Required action: Read the records below and report each line in which "paint" occurs.

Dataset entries

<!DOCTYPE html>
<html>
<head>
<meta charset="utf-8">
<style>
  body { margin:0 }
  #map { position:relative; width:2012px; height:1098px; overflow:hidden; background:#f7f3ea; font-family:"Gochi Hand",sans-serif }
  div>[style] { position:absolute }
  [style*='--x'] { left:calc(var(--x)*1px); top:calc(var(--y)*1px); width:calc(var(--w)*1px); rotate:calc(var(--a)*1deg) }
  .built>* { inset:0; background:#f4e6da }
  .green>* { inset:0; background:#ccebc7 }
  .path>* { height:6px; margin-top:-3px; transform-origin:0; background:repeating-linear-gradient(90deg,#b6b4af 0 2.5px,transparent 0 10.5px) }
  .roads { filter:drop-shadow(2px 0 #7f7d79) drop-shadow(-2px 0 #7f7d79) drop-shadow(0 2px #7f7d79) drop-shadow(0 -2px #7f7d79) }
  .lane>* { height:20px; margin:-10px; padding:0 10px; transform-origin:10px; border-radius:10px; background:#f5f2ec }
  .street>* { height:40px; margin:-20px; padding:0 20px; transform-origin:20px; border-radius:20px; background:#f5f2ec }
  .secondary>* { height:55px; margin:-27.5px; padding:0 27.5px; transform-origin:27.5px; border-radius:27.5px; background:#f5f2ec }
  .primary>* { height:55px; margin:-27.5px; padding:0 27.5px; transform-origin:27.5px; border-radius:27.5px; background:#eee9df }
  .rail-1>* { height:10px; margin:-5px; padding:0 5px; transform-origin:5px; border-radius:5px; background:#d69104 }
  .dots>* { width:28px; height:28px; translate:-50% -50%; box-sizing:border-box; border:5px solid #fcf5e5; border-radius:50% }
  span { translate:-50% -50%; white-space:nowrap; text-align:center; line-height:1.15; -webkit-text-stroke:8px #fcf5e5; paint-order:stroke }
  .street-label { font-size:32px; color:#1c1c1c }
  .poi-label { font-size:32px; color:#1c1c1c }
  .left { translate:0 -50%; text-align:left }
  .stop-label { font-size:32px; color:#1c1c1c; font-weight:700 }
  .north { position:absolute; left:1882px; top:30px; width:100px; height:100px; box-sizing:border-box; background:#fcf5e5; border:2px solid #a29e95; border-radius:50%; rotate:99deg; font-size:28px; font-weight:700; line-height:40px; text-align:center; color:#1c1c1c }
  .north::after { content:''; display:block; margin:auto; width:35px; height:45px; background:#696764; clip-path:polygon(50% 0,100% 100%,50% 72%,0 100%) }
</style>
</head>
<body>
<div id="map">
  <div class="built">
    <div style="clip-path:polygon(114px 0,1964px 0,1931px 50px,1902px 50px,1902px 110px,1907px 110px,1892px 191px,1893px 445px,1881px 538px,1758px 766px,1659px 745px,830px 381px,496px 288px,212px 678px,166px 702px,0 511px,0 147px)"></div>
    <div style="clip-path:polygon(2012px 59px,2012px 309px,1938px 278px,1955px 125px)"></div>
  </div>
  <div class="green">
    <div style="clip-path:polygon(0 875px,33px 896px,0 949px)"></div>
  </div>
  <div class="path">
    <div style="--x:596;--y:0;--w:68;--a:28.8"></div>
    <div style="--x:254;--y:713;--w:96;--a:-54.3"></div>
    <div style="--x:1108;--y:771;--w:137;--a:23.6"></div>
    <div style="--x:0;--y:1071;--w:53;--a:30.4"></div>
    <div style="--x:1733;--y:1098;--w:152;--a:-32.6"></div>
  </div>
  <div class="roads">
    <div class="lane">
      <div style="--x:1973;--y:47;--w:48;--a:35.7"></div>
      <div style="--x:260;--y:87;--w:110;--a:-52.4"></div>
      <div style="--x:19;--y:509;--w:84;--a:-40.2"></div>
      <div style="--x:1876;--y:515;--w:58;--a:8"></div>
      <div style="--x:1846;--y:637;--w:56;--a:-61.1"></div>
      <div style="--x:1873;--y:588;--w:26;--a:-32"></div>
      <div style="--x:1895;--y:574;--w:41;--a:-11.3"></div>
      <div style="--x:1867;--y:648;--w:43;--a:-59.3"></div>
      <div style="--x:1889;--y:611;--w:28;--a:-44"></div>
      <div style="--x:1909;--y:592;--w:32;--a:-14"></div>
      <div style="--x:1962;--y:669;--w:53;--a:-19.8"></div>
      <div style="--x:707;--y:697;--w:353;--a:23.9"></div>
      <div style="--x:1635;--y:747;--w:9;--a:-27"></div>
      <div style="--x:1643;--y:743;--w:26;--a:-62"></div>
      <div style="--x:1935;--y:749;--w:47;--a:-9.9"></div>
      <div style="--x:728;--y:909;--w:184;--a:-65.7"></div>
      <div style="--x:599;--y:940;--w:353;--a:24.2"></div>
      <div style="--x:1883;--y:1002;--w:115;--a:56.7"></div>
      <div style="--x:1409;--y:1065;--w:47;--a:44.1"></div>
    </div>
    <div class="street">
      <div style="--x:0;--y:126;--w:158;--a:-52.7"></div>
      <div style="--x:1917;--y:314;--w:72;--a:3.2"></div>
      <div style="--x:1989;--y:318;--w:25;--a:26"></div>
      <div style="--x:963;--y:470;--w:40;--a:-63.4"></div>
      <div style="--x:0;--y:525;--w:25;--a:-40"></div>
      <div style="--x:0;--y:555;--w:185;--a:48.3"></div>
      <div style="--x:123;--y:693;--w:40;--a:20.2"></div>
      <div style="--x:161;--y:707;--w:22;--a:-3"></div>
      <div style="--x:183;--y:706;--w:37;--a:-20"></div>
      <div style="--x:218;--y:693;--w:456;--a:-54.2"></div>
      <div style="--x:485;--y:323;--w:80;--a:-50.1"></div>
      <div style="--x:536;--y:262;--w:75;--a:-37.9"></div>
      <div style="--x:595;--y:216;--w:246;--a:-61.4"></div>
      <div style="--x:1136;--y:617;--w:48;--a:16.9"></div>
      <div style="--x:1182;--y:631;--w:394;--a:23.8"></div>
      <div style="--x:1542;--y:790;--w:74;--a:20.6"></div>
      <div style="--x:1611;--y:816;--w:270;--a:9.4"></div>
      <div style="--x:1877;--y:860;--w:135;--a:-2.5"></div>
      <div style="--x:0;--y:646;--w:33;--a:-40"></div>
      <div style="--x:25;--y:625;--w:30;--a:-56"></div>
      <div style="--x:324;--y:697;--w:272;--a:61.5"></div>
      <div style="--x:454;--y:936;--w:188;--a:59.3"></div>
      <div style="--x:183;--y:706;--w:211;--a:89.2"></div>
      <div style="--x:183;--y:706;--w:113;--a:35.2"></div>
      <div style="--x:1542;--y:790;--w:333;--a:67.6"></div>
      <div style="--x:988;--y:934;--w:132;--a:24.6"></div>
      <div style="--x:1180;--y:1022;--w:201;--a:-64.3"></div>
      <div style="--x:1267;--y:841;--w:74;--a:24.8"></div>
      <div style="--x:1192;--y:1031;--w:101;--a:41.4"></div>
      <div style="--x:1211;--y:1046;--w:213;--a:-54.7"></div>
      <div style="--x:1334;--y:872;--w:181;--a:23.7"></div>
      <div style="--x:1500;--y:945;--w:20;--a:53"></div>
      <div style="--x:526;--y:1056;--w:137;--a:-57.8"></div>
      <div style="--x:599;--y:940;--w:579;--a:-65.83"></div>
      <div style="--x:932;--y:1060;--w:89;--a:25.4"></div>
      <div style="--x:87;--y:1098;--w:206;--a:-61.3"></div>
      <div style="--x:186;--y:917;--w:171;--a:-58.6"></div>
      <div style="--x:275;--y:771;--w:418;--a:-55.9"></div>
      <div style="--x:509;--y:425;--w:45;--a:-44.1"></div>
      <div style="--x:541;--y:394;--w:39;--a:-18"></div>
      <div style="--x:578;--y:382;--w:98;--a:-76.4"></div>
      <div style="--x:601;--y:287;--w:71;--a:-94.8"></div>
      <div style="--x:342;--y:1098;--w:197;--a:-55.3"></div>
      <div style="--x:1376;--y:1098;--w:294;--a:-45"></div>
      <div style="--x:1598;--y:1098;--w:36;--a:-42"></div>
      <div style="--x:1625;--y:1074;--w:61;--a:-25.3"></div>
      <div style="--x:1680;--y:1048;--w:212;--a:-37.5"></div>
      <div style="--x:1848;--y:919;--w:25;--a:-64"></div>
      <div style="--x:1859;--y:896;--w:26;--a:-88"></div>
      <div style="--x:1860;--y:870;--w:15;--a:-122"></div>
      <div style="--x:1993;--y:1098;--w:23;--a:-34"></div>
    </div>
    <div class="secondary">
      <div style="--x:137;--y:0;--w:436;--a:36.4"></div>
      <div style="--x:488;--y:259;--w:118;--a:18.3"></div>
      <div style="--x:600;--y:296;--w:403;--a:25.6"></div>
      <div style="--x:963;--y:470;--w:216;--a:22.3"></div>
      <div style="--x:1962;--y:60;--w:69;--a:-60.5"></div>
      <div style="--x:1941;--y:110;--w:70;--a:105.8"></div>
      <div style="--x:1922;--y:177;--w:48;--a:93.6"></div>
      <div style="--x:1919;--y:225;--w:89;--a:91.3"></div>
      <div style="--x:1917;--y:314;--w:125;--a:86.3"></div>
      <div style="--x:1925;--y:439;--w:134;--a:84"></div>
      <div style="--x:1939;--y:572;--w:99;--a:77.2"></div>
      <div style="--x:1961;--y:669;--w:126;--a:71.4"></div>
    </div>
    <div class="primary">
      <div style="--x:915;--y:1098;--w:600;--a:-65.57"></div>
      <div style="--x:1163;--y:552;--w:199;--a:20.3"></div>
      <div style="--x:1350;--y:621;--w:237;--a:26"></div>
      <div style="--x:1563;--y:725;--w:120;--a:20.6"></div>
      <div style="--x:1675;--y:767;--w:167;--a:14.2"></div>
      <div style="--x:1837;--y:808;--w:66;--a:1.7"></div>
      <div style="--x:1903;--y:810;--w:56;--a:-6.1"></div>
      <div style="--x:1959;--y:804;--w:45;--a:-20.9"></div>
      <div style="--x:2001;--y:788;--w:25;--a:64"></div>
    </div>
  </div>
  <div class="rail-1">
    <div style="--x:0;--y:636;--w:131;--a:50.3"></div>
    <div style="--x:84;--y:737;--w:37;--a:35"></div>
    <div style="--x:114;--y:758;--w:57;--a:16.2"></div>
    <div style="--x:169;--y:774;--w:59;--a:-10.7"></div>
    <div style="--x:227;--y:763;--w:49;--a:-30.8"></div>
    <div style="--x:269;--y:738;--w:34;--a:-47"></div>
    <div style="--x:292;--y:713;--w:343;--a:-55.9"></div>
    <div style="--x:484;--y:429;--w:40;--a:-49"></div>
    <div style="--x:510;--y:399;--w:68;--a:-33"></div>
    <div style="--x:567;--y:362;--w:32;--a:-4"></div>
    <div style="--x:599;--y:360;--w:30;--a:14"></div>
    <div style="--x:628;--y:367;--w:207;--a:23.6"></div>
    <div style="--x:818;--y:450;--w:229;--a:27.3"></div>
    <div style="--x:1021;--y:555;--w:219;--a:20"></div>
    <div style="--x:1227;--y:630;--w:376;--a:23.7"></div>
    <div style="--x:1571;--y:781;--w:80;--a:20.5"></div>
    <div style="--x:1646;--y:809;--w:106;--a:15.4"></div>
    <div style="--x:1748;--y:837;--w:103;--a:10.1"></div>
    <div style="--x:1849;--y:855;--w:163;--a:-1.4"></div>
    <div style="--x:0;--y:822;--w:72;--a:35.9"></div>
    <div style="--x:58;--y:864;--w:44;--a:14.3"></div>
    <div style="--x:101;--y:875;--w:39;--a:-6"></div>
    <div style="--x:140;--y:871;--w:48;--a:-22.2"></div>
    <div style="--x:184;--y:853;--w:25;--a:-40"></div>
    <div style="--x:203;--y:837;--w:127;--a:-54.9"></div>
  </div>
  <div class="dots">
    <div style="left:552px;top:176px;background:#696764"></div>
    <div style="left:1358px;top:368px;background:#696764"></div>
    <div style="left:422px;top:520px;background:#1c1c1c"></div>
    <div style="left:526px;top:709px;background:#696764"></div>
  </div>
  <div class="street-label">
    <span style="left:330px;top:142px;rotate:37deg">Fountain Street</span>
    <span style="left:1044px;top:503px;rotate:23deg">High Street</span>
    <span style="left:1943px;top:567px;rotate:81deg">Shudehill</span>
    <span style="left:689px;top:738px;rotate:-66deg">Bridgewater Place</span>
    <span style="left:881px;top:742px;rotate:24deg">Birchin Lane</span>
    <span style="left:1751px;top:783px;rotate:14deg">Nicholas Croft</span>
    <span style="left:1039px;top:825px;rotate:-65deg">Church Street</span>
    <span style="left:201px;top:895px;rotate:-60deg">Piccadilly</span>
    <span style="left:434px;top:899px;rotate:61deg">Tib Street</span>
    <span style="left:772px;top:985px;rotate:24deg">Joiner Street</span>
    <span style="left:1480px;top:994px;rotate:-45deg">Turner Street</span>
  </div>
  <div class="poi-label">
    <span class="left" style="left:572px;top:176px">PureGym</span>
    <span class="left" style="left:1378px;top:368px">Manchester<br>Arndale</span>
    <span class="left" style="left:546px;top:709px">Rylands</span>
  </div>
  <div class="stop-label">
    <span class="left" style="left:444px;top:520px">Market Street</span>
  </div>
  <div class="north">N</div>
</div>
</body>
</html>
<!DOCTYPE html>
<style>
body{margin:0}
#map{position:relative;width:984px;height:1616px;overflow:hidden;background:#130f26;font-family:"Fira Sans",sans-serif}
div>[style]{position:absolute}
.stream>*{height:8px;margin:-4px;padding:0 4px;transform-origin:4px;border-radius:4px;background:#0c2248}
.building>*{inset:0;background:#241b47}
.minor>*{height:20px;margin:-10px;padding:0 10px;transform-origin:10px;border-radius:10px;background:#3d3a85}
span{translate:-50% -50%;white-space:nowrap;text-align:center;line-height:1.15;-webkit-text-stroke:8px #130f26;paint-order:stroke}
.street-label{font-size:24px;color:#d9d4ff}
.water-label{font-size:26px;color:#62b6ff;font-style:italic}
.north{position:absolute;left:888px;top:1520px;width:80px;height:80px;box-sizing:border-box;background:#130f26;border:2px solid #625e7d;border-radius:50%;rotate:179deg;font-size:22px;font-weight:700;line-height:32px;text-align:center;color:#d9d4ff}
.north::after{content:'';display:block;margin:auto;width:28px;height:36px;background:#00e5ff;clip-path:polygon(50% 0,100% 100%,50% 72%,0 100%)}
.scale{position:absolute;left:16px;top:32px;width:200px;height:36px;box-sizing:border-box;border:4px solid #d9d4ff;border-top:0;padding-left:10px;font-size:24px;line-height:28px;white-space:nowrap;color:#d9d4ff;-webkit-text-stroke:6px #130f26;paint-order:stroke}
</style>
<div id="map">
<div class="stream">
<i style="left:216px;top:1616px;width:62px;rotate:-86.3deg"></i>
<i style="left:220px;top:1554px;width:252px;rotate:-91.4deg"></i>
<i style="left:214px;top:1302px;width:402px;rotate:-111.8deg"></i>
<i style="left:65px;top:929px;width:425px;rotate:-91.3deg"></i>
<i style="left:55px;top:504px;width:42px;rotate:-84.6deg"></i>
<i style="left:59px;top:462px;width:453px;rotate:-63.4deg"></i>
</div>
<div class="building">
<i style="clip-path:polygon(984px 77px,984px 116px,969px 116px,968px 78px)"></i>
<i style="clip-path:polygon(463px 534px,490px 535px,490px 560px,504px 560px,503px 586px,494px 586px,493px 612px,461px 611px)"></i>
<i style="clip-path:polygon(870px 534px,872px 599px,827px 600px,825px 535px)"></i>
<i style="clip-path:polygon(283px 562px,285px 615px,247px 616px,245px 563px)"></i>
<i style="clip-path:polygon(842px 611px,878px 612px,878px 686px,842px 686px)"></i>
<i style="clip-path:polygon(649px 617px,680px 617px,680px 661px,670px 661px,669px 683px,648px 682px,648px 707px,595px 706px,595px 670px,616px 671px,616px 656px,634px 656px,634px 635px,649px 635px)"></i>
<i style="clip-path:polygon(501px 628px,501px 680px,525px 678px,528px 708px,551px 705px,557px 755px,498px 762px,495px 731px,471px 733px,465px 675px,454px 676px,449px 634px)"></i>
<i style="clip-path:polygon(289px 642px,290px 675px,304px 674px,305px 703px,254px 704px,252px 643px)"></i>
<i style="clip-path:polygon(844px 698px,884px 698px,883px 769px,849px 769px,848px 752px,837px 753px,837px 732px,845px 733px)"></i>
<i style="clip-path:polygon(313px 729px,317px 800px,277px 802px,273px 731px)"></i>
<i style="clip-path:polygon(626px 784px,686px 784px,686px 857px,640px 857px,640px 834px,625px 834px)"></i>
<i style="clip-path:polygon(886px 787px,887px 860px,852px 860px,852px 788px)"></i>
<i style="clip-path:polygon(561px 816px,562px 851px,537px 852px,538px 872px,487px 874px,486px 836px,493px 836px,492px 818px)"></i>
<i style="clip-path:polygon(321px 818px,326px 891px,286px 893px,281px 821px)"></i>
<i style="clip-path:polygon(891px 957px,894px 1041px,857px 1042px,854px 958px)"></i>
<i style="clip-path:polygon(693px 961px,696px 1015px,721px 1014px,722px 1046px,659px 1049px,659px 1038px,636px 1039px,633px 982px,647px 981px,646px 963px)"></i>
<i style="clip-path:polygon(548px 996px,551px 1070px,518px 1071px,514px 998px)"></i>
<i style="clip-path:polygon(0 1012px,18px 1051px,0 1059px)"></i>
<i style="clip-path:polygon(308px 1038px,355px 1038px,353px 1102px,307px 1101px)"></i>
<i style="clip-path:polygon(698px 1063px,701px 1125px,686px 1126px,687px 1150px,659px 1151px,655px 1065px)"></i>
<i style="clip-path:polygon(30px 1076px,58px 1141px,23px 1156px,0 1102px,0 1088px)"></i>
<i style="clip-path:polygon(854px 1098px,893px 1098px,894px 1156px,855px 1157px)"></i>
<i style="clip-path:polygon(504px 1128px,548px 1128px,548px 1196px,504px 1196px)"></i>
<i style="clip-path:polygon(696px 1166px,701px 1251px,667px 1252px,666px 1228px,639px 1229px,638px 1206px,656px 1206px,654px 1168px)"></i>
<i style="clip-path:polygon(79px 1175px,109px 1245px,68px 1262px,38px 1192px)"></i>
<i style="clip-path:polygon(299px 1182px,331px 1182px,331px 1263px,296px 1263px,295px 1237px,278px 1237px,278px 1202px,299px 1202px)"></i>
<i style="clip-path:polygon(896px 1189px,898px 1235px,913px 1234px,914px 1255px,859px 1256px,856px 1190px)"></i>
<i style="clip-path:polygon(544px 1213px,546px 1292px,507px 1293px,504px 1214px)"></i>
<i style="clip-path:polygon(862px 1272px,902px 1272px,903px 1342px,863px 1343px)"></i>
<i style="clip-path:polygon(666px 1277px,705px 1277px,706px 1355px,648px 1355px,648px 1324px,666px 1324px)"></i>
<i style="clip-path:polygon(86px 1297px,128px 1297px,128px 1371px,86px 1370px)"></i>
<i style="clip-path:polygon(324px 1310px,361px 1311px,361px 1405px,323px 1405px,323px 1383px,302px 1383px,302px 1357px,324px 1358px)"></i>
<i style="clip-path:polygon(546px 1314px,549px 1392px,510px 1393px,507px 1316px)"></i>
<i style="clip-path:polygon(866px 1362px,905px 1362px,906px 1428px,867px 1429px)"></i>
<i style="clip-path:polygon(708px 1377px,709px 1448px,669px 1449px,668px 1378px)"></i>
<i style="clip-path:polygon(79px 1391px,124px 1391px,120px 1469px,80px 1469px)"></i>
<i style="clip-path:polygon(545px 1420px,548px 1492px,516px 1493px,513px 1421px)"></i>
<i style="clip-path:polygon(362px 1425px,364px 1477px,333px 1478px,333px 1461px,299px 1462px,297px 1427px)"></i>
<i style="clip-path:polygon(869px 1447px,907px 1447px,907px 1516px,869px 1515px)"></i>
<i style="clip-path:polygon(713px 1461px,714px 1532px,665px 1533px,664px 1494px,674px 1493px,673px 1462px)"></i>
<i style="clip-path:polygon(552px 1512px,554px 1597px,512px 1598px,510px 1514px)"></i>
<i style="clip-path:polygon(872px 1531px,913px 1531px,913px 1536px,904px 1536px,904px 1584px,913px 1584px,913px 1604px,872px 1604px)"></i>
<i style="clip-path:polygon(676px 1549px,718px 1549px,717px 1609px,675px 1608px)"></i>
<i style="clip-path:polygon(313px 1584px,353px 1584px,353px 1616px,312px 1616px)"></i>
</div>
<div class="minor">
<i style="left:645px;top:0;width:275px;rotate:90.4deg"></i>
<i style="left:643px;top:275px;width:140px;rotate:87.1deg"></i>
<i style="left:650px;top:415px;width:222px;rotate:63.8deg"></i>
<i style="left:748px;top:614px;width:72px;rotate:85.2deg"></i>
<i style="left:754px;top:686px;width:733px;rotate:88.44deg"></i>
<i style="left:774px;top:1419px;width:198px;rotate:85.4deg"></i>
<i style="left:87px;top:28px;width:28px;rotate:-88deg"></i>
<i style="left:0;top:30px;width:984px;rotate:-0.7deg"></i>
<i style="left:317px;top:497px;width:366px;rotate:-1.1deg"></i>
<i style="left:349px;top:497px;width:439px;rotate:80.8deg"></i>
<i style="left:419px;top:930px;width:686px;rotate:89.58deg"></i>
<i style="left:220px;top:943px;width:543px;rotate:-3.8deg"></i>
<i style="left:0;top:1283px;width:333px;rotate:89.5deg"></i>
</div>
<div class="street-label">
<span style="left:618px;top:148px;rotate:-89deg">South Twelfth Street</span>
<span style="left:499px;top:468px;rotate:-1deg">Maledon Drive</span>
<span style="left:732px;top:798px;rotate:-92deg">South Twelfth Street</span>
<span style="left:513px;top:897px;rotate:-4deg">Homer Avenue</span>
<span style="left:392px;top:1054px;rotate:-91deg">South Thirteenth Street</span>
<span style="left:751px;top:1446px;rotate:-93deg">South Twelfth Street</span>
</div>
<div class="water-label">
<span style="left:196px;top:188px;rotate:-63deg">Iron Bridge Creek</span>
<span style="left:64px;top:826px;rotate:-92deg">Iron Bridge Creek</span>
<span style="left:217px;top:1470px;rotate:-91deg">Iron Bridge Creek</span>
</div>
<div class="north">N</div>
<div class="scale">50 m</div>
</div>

Reply to the exercise:
  span { translate:-50% -50%; white-space:nowrap; text-align:center; line-height:1.15; -webkit-text-stroke:8px #fcf5e5; paint-order:stroke }
span{translate:-50% -50%;white-space:nowrap;text-align:center;line-height:1.15;-webkit-text-stroke:8px #130f26;paint-order:stroke}
.scale{position:absolute;left:16px;top:32px;width:200px;height:36px;box-sizing:border-box;border:4px solid #d9d4ff;border-top:0;padding-left:10px;font-size:24px;line-height:28px;white-space:nowrap;color:#d9d4ff;-webkit-text-stroke:6px #130f26;paint-order:stroke}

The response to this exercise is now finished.